Among the entries below, only the lines starting at the one with "margin:0; font-family:Roboto,sans-serif; background:var(--page);" and ending at the one with "width:90px; height:90px; display:grid;", both included, are to be printed exactly.
(Data begins)
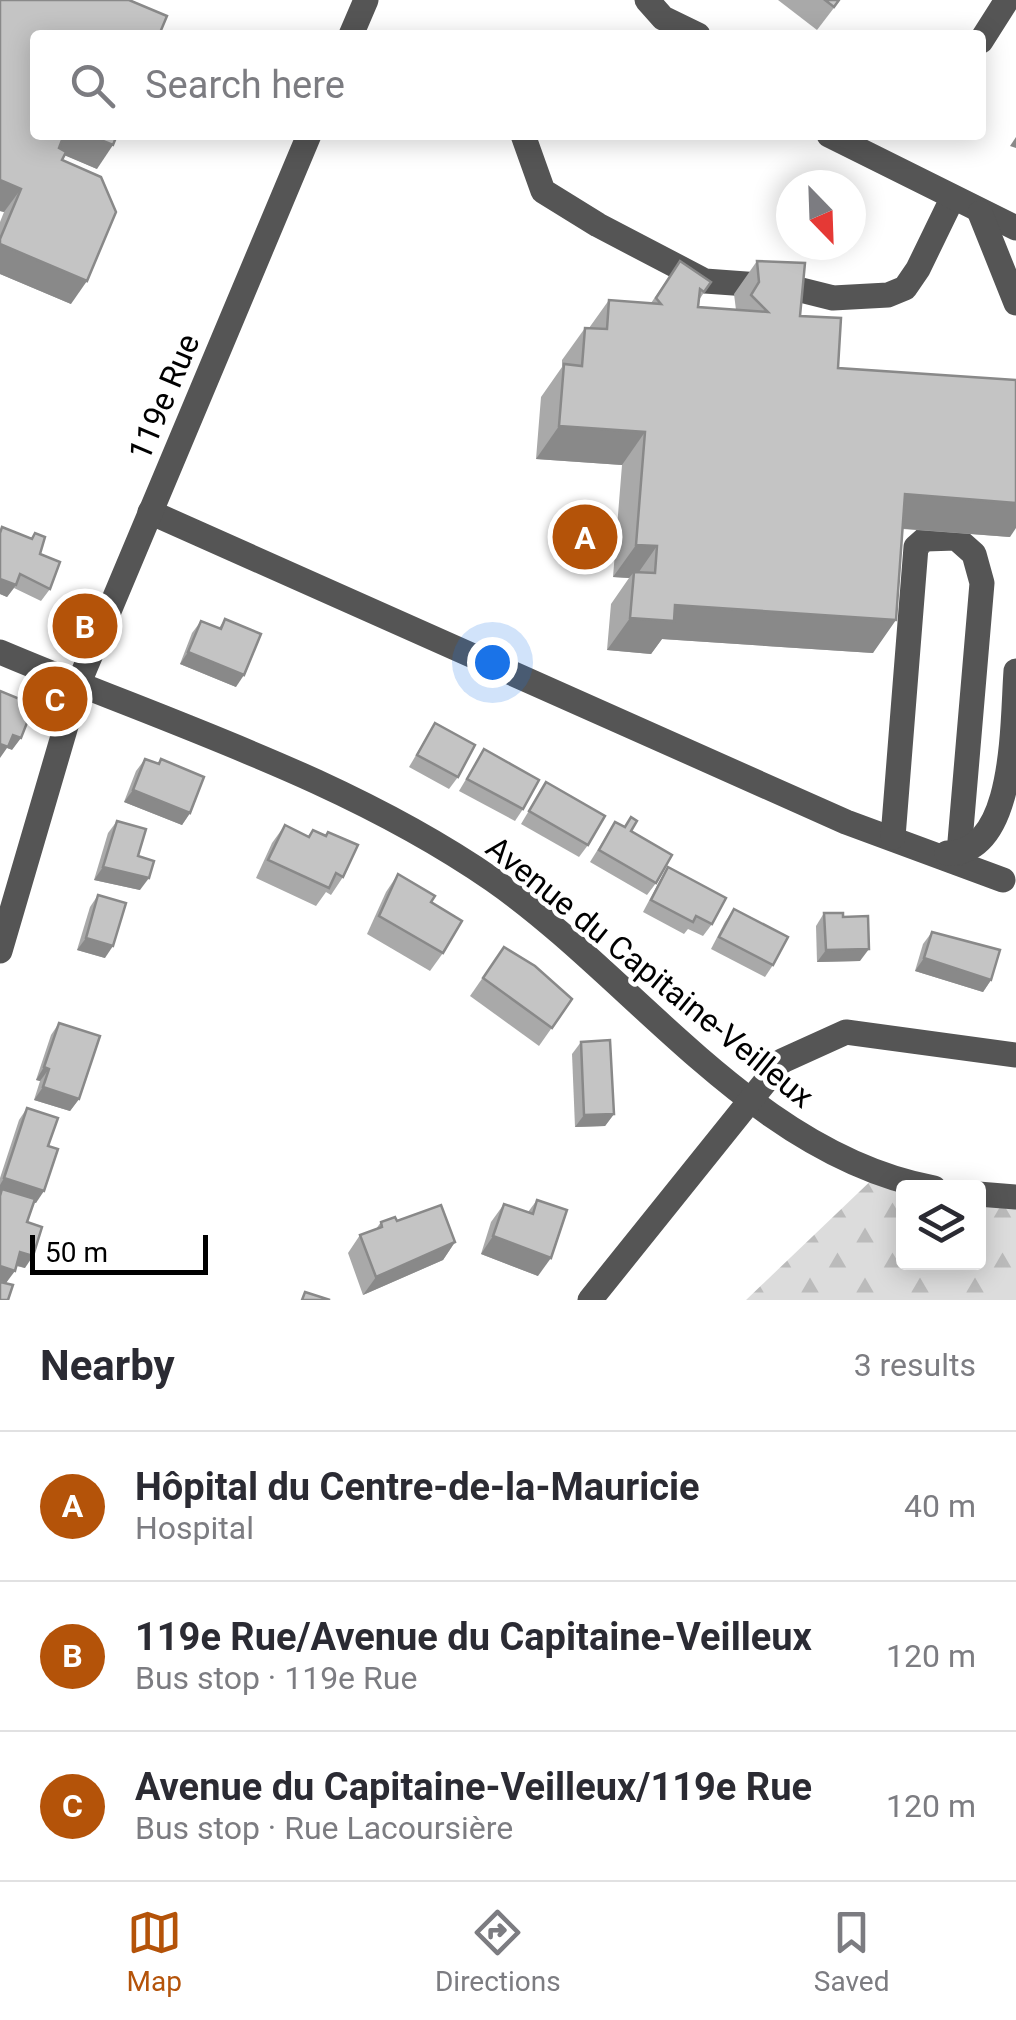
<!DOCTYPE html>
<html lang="en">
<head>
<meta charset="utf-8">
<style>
  :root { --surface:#fff; --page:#f2f2f3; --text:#2b2b33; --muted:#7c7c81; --line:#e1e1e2; --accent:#b45309 }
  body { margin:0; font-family:Roboto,sans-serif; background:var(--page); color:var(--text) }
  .controls { position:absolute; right:30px; bottom:30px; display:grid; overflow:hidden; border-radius:10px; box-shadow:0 5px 25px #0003 }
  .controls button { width:90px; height:90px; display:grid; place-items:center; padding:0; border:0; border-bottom:2px solid var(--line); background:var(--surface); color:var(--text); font:50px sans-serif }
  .compass { position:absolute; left:776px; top:170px; width:90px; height:90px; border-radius:50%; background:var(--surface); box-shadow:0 5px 25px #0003; rotate:157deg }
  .scale { position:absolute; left:30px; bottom:25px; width:178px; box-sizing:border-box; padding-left:10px; border:5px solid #000; border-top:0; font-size:28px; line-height:35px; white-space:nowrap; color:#000; -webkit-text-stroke:8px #fff; paint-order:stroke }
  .you { position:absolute; left:492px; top:662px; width:35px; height:35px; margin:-25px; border:8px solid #fff; border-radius:50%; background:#1a73e8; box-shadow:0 0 0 15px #1a73e833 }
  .badge { display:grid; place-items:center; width:65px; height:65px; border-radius:50%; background:var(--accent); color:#fff; font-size:32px; font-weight:700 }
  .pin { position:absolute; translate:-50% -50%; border:5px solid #fff; box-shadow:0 2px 10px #0006 }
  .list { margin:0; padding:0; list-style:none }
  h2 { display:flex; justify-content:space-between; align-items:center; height:130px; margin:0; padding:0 40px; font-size:42px }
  h2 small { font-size:32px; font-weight:400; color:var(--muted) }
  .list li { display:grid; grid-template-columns:65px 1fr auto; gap:30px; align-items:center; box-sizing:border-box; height:150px; padding:0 40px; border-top:2px solid var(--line) }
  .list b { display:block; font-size:38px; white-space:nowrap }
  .list p { margin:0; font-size:32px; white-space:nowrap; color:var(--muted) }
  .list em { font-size:32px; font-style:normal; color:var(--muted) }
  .icon { flex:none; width:55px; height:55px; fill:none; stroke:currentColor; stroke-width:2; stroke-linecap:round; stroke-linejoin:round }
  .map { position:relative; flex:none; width:1016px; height:1300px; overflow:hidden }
  .search { position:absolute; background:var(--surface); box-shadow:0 5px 25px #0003; left:30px; right:30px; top:30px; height:110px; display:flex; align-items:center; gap:25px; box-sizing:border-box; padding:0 35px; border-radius:10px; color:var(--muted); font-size:38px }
  .sheet { height:580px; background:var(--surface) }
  nav { display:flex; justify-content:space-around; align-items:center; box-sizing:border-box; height:140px; border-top:2px solid var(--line); background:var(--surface); font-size:28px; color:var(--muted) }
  nav a { display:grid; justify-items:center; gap:5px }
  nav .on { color:var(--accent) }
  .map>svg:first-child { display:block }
  .forest { fill:url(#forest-firs) }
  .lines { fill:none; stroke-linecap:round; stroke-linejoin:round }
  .minor { stroke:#555; stroke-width:25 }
  .wall { fill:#a9a9a9 }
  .shaded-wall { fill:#898989 }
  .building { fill:#c4c4c4; stroke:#898989; stroke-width:2.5 }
  .labels { text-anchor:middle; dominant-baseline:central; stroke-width:9; stroke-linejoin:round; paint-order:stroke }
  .street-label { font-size:32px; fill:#000; stroke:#fff }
</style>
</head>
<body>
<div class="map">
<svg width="1016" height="1300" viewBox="0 0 1016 1300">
  <defs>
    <pattern id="forest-firs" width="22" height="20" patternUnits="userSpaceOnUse" patternTransform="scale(2.5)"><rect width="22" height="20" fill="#dcdcdc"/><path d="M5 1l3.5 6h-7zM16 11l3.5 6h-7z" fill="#bbb"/></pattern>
  </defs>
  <rect width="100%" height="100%" fill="#fff"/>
  <!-- forest -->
  <path class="forest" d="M880,1172L904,1188V1262H978L979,1194L1016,1197V1300H746Z"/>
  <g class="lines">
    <!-- minor -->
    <g class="minor">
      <path d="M647,0L663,18L698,35"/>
      <path d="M351,35L366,0"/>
      <path d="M981,41L1007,0"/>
      <path d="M523,135L543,191L598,225L705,281L789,287L833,298L888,295L905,288L918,269L952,199"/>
      <path d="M829,135L1016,228"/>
      <path d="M980,213L1016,303"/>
      <path d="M150,512L846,822L1003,880"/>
      <path d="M0,652C165,722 344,777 493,880C635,979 755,1155 934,1188"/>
      <path d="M893,837L916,547L925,539L956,538L974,554L982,583L959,853"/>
      <path d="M947,853C1016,854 1012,725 1016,671"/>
      <path d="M0,951L78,685L309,135"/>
      <path d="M978,1194L1016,1197"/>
      <path d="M590,1300L782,1061L846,1032L1016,1055"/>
    </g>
  </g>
  <!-- wall -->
  <g class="wall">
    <path d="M0,0L97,169L65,155L62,160L71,304L0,274V222L4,212L0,211Z"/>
    <path d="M778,0H840L817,30Z"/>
    <path d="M680,261L711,282L699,300L698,307L736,310L734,294L757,261L838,368L1010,537L903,529L873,653L662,639L651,654L607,650L611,604L629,578L613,577L622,465L536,459L541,397L562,367V360L585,328H589L609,300L651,303Z"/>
    <path d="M2,527L30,539L35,533L50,589L41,601L14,588L7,597L0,594V531Z"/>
    <path d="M225,619L236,687L180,664L192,633L201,621L219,628Z"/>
    <path d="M435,723L458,777L449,789L409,767Z"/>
    <path d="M484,749L523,809L515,821L459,791Z"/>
    <path d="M145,759L157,764L161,759L190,813L182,825L124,802L136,771Z"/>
    <path d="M546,782L588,845L579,857L521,824Z"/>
    <path d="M631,817V831L656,883L647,895L590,862L615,822L624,827Z"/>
    <path d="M117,821L138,856L140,890L94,880L108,833Z"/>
    <path d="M285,825L308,836L313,830L343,877L331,895L326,892L316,906L256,878L272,843Z"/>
    <path d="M668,867L712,924L703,936L688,929L684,934L643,912L660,880Z"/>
    <path d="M398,874L443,953L430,971L367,934L386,892Z"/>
    <path d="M98,895L105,958L77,950L90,907Z"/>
    <path d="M734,909L773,965L765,977L711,949L725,922Z"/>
    <path d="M824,913L843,917L860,961L817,962L816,926Z"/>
    <path d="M932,932L991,980L983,992L915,971L923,944Z"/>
    <path d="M504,947L572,999L539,1046L470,996Z"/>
    <path d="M59,1023L79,1099L70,1111L34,1100L40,1081L36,1080L51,1035Z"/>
    <path d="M581,1042L614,1114L605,1126L575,1127L572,1054Z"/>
    <path d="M27,1108L48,1146L36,1203L34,1202L27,1222L25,1268L16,1266L6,1283L0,1281V1178L19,1120Z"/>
    <path d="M537,1200L538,1276L481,1254L491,1222L504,1204L528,1212Z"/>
    <path d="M397,1221L455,1242L443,1260L363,1295L348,1253L360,1235L376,1229L381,1222Z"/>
  </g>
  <!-- shaded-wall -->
  <g class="shaded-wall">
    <path d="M62,135H88L113,145L97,169L52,150Z"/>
    <path d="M1016,137V148L1010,146Z"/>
    <path d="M0,180L21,189L4,212L0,211Z"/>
    <path d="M0,244L87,281L71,304L0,274Z"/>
    <path d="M559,426L645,432L622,465L536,459Z"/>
    <path d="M905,494L1016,503V528L1010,537L882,527Z"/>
    <path d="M636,545L657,546L634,579V572L629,578L613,577Z"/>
    <path d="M0,579L16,585L7,597L0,594Z"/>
    <path d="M675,605L896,620L873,653L662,639L651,654L607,650L630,618Z"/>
    <path d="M188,652L244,675L236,687L180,664Z"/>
    <path d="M13,735L21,738L12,750L7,748L0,758V744Z"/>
    <path d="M133,790L190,813L182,825L124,802Z"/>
    <path d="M103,867L149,878L140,890L94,880Z"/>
    <path d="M86,938L113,946L105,958L77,950Z"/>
    <path d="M869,949L860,961L817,962L826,950Z"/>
    <path d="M924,958L991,980L983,992L915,971Z"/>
    <path d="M44,1067L49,1069L40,1081L36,1080Z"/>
    <path d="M43,1087L79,1099L70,1111L34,1100Z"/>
    <path d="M614,1114L605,1126L575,1127L584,1115Z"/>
    <path d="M4,1178L44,1191L36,1203L0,1192V1185Z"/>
    <path d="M493,1236L551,1258L538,1276L481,1254Z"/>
    <path d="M455,1242L443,1260L363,1295L376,1277Z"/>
    <path d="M20,1252L33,1256L25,1268L12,1264Z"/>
    <path d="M0,1266L15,1271L6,1283L0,1281Z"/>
  </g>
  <!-- building -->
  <g class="building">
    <path d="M0,0H129L167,16L159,35H35V135H64L59,148L66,152L62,160L101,177L116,212L87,281L0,244V239L21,189L0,180Z"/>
    <path d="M825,0H839L834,7Z"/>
    <path d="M88,135H117L113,145Z"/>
    <path d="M680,261L711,282L704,292L700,289L698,307L768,312L751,295L759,282L757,261L805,263L800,316L841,318L838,368L1016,380V503L905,494L896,620L675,605L674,621L630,618L634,572L655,573L657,546L636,545L645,432L559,426L564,364L582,366L585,328L607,329L609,300L661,304L656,298Z"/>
    <path d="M2,527L32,539L35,533L45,537L40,554L60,562L50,589L20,574L16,585L0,579V533Z"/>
    <path d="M225,619L261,634L244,675L188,652L201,621L221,629Z"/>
    <path d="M0,691L34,705L21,738L13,735L8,747L0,744Z"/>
    <path d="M435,723L475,745L458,777L417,755Z"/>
    <path d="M484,749L539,780L523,809L467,779Z"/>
    <path d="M145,759L159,764L161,759L204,777L190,813L133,790Z"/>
    <path d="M546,782L605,816L588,845L529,811Z"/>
    <path d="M631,817L637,821L631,831L672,855L656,883L599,850L615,822L625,827Z"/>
    <path d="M117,821L146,829L138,856L154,861L149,878L103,867Z"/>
    <path d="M285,825L309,837L313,830L326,836L328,832L358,845L343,877L336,873L329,888L268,860Z"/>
    <path d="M668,867L726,898L712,924L696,916L693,922L651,900Z"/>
    <path d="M398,874L435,896L431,902L462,921L443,953L379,916Z"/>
    <path d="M98,895L126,903L113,946L86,938Z"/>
    <path d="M734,909L788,937L773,965L719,937Z"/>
    <path d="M824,913H843V917L868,916L869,949L826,950Z"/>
    <path d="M932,932L1000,950L991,980L924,958Z"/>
    <path d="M504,947L535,966L572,999L552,1028L483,978Z"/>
    <path d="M59,1023L100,1036L79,1099L43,1087L49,1069L44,1067Z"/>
    <path d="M610,1040L614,1114L584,1115L581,1042Z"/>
    <path d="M27,1108L58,1118L48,1146L58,1149L44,1191L4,1178Z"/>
    <path d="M2,1189L35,1199L27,1222L42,1227L33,1256L20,1252L15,1271L0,1266V1196Z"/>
    <path d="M537,1200L567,1210L551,1258L493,1236L504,1204L533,1214Z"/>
    <path d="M441,1205L455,1242L376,1277L360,1235L382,1227L381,1222L395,1217L397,1221Z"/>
    <path d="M0,1282L13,1285L8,1300H0Z"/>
    <path d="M305,1292L330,1300H302Z"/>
  </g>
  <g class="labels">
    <!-- street labels -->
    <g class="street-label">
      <text transform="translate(164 397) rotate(-67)">119e Rue</text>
      <text transform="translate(650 972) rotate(39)">Avenue du Capitaine-Veilleux</text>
    </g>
  </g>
</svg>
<div class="controls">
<button><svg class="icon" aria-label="layers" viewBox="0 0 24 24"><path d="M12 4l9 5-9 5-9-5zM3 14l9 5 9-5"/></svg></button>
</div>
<svg class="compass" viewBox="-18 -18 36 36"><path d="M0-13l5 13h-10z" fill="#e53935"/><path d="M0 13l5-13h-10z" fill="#7c7c81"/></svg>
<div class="scale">50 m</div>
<div class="you"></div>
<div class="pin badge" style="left:585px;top:537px">A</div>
<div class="pin badge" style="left:85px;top:626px">B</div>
<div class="pin badge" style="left:55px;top:699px">C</div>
<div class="search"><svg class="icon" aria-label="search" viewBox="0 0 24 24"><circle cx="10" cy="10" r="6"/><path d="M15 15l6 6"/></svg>Search here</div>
</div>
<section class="sheet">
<h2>Nearby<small>3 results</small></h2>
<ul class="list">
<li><span class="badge">A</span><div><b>Hôpital du Centre-de-la-Mauricie</b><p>Hospital</p></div><em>40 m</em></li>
<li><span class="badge">B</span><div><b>119e Rue/Avenue du Capitaine-Veilleux</b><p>Bus stop · 119e Rue</p></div><em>120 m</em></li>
<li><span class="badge">C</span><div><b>Avenue du Capitaine-Veilleux/119e Rue</b><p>Bus stop · Rue Lacoursière</p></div><em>120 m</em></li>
</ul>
</section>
<nav>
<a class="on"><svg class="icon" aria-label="map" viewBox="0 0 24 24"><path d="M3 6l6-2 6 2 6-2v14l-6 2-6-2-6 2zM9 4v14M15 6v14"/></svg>Map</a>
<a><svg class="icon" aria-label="directions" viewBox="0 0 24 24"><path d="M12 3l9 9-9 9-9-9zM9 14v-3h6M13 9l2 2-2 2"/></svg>Directions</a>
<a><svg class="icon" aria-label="saved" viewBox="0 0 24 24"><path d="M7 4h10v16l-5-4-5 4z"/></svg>Saved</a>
</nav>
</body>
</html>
(Data ends)
* _Answer box_:
  body { margin:0; font-family:Roboto,sans-serif; background:var(--page); color:var(--text) }
  .controls { position:absolute; right:30px; bottom:30px; display:grid; overflow:hidden; border-radius:10px; box-shadow:0 5px 25px #0003 }
  .controls button { width:90px; height:90px; display:grid; place-items:center; padding:0; border:0; border-bottom:2px solid var(--line); background:var(--surface); color:var(--text); font:50px sans-serif }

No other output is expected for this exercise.